Interview with Siva Vaidhyanathan
Manhattan, New York
Steal This Film II
history
networks
print

The printing press was a remarkable
democratising technology.

The printing press allowed for
immediate unregulated distribution

of some fairly influental documents.

You could actually think of Luther's work
as being the original

subject of peer-to-peer distribution.

Luther's theeses were not meant for European-wide
distribution, not even German distribution.

They were meant for his parish
and group of clergy and yet

immediately people made unauthorized copies
and distributed them around Europe.

So that stands as sort of
the first example of the dynamic effects

of disruptive communicative technologies.

Within a short period of time both the church
and the nation states that were emerging in Europe

gained control over printing to a large degree.

Licensing presses, making sure that distribution
was highly regulated and controlled,

and once again capturing the most important
parts of information flow.

Of course they didn't do a perfect job,

which is why historical change
continued through the next few centuries.

So it wasn't and instantaneous revolution,
but one that was certainly

influential enough to leave its mark on the world.

Several things happened after the printing press
showed its powerful influence.

First the catholic church certainly
did its best to undermine many of

Luther's claims and Calvin's claims.

And did its best to enforce its control
over the states over which it was

heavily influential, but also do its best
to clean up certain practices, like indulgences and so forth.

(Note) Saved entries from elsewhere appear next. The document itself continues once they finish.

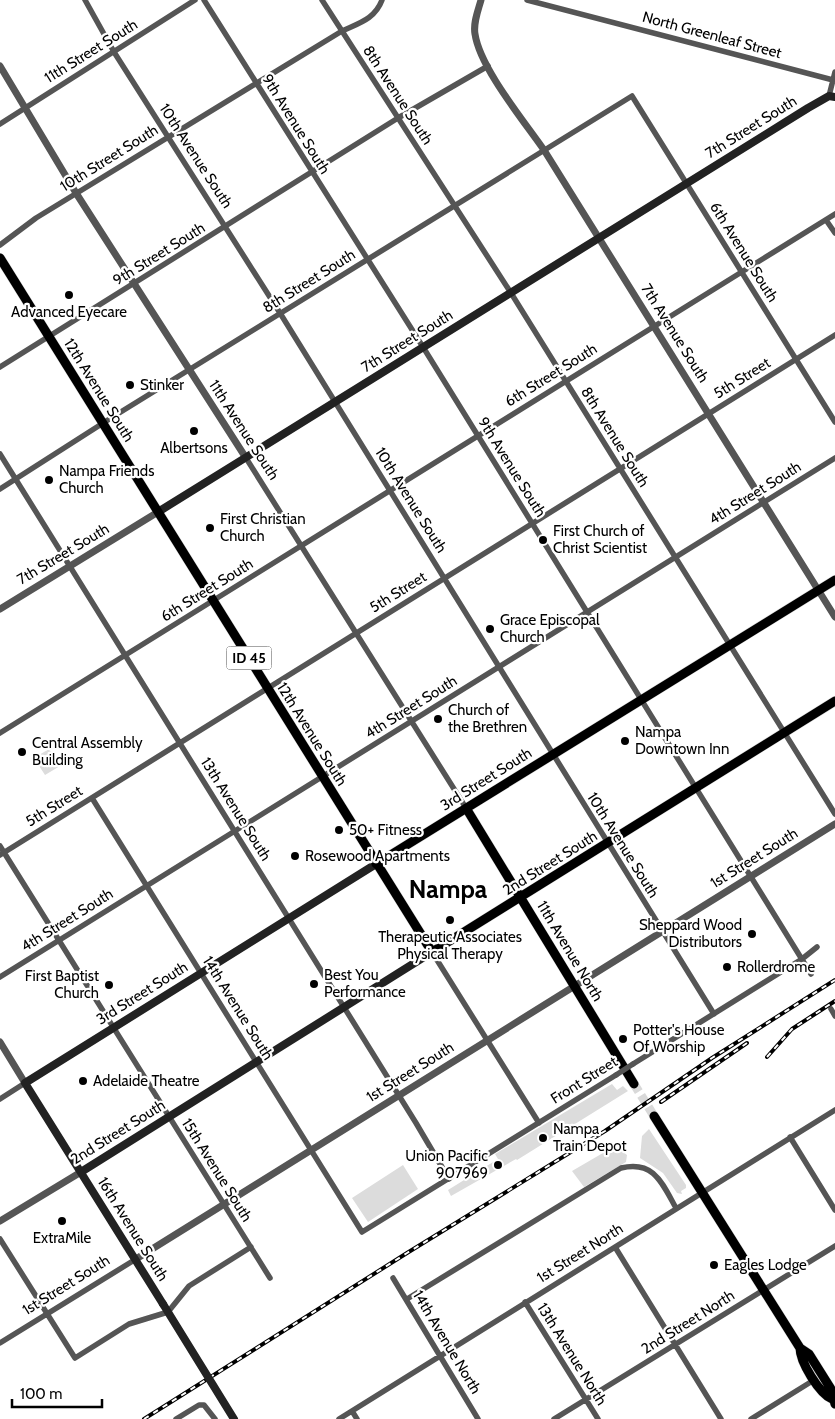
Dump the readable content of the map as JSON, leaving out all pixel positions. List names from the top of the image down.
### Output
{
  "streets": {
    "main road": [
      "7th Street South",
      "12th Avenue South",
      "ID 45",
      "3rd Street South",
      "2nd Street South",
      "11th Avenue North",
      "16th Avenue South"
    ],
    "street": [
      "North Greenleaf Street",
      "11th Street South",
      "8th Avenue South",
      "9th Avenue South",
      "10th Avenue South",
      "10th Street South",
      "6th Avenue South",
      "9th Street South",
      "8th Street South",
      "7th Avenue South",
      "6th Street South",
      "5th Street",
      "11th Avenue South",
      "4th Street South",
      "13th Avenue South",
      "1st Street South",
      "14th Avenue South",
      "Front Street",
      "15th Avenue South",
      "1st Street North",
      "2nd Street North",
      "14th Avenue North",
      "13th Avenue North"
    ]
  },
  "crossings": [
    ["11th Street South", "10th Avenue South"],
    ["11th Street South", "11th Avenue South"],
    ["8th Avenue South", "7th Street South"],
    ["8th Avenue South", "10th Street South"],
    ["8th Avenue South", "9th Street South"],
    ["8th Avenue South", "8th Street South"],
    ["8th Avenue South", "6th Street South"],
    ["8th Avenue South", "5th Street"],
    ["8th Avenue South", "4th Street South"],
    ["8th Avenue South", "3rd Street South"],
    ["8th Avenue South", "2nd Street South"],
    ["9th Avenue South", "7th Street South"],
    ["9th Avenue South", "10th Street South"],
    ["9th Avenue South", "9th Street South"],
    ["9th Avenue South", "8th Street South"],
    ["9th Avenue South", "6th Street South"],
    ["9th Avenue South", "5th Street"],
    ["9th Avenue South", "4th Street South"],
    ["9th Avenue South", "3rd Street South"],
    ["9th Avenue South", "1st Street South"],
    ["9th Avenue South", "2nd Street South"],
    ["9th Avenue South", "Front Street"],
    ["7th Street South", "10th Avenue South"],
    ["7th Street South", "6th Avenue South"],
    ["7th Street South", "7th Avenue South"],
    ["7th Street South", "12th Avenue South"],
    ["7th Street South", "11th Avenue South"],
    ["7th Street South", "13th Avenue South"],
    ["10th Avenue South", "10th Street South"],
    ["10th Avenue South", "9th Street South"],
    ["10th Avenue South", "8th Street South"],
    ["10th Avenue South", "6th Street South"],
    ["10th Avenue South", "5th Street"],
    ["10th Avenue South", "4th Street South"],
    ["10th Avenue South", "3rd Street South"],
    ["10th Avenue South", "1st Street South"],
    ["10th Avenue South", "2nd Street South"],
    ["10th Avenue South", "Front Street"],
    ["10th Street South", "11th Avenue South"],
    ["6th Avenue South", "8th Street South"],
    ["6th Avenue South", "6th Street South"],
    ["6th Avenue South", "5th Street"],
    ["9th Street South", "7th Avenue South"],
    ["9th Street South", "12th Avenue South"],
    ["9th Street South", "11th Avenue South"],
    ["8th Street South", "7th Avenue South"],
    ["8th Street South", "12th Avenue South"],
    ["8th Street South", "11th Avenue South"],
    ["8th Street South", "13th Avenue South"],
    ["7th Avenue South", "6th Street South"],
    ["7th Avenue South", "5th Street"],
    ["7th Avenue South", "4th Street South"],
    ["7th Avenue South", "3rd Street South"],
    ["6th Street South", "12th Avenue South"],
    ["6th Street South", "11th Avenue South"],
    ["6th Street South", "13th Avenue South"],
    ["5th Street", "12th Avenue South"],
    ["5th Street", "11th Avenue South"],
    ["5th Street", "13th Avenue South"],
    ["5th Street", "14th Avenue South"],
    ["5th Street", "15th Avenue South"],
    ["12th Avenue South", "4th Street South"],
    ["12th Avenue South", "3rd Street South"],
    ["12th Avenue South", "1st Street South"],
    ["12th Avenue South", "2nd Street South"],
    ["12th Avenue South", "Front Street"],
    ["11th Avenue South", "4th Street South"],
    ["11th Avenue South", "3rd Street South"],
    ["11th Avenue South", "11th Avenue North"],
    ["4th Street South", "13th Avenue South"],
    ["4th Street South", "14th Avenue South"],
    ["4th Street South", "15th Avenue South"],
    ["3rd Street South", "13th Avenue South"],
    ["3rd Street South", "11th Avenue North"],
    ["3rd Street South", "14th Avenue South"],
    ["3rd Street South", "15th Avenue South"],
    ["3rd Street South", "16th Avenue South"],
    ["13th Avenue South", "1st Street South"],
    ["13th Avenue South", "2nd Street South"],
    ["13th Avenue South", "Front Street"],
    ["1st Street South", "11th Avenue North"],
    ["1st Street South", "14th Avenue South"],
    ["1st Street South", "15th Avenue South"],
    ["1st Street South", "16th Avenue South"],
    ["2nd Street South", "11th Avenue North"],
    ["2nd Street South", "14th Avenue South"],
    ["2nd Street South", "15th Avenue South"],
    ["2nd Street South", "16th Avenue South"],
    ["14th Avenue South", "Front Street"],
    ["1st Street North", "14th Avenue North"],
    ["1st Street North", "13th Avenue North"],
    ["2nd Street North", "13th Avenue North"]
  ],
  "districts": ["Nampa"],
  "places": [
    "Advanced Eyecare",
    "Stinker",
    "Albertsons",
    "Nampa Friends Church",
    "First Christian Church",
    "First Church of Christ Scientist",
    "Grace Episcopal Church",
    "Church of the Brethren",
    "Nampa Downtown Inn",
    "Central Assembly Building",
    "50+ Fitness",
    "Rosewood Apartments",
    "Therapeutic Associates Physical Therapy",
    "Sheppard Wood Distributors",
    "Rollerdrome",
    "Best You Performance",
    "First Baptist Church",
    "Potter's House Of Worship",
    "Adelaide Theatre",
    "Nampa Train Depot",
    "Union Pacific 907969",
    "ExtraMile",
    "Eagles Lodge"
  ],
  "scale_bar": "100 m"
}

But more importantly all of the
emerging nation states of Europe

made it very clear that they would control
information flows to the best of their ability.

They started processes such as licensing
printing presses and licensing printers,

giving specific grants
to specific printers for specific books,

which is the sort of early predecessor to copyright.

And by doing this they made sure
that the books that flowed throughout society

were authorized
- were the authorized editions - but also

were within the control of the state,
within control of the king, or the prince.

And that had a tremendous effect
on limiting political change or

putting the breaks on political change
for a number of centuries.

It didn't stop the ideas from flowing
and the principles of open communication

remained as an ideal right through the enlightenment

through the revolutions of the 18th century as well.

The printing press certainly had the effect of disengaging

communication from a specific time and place.

Deterritorializing it,
taking a message out of its particular cultural context,

its liveness, and distributing it widely
in a way that would render it as pure information.

This had a tremendous effect on
how people thought of themselves,

how people thought of the human project.

It gave people the opportunity
to actually think of themselves as

members of larger community than the local.

They could think of themselves as french,
or german, or european, or as a citizen of the world,

right up through the notion
that you could actually have

empathy for someone suffering in China.

And it was really only through
the printing press that we could

imagine ourselves in contact with people so far away.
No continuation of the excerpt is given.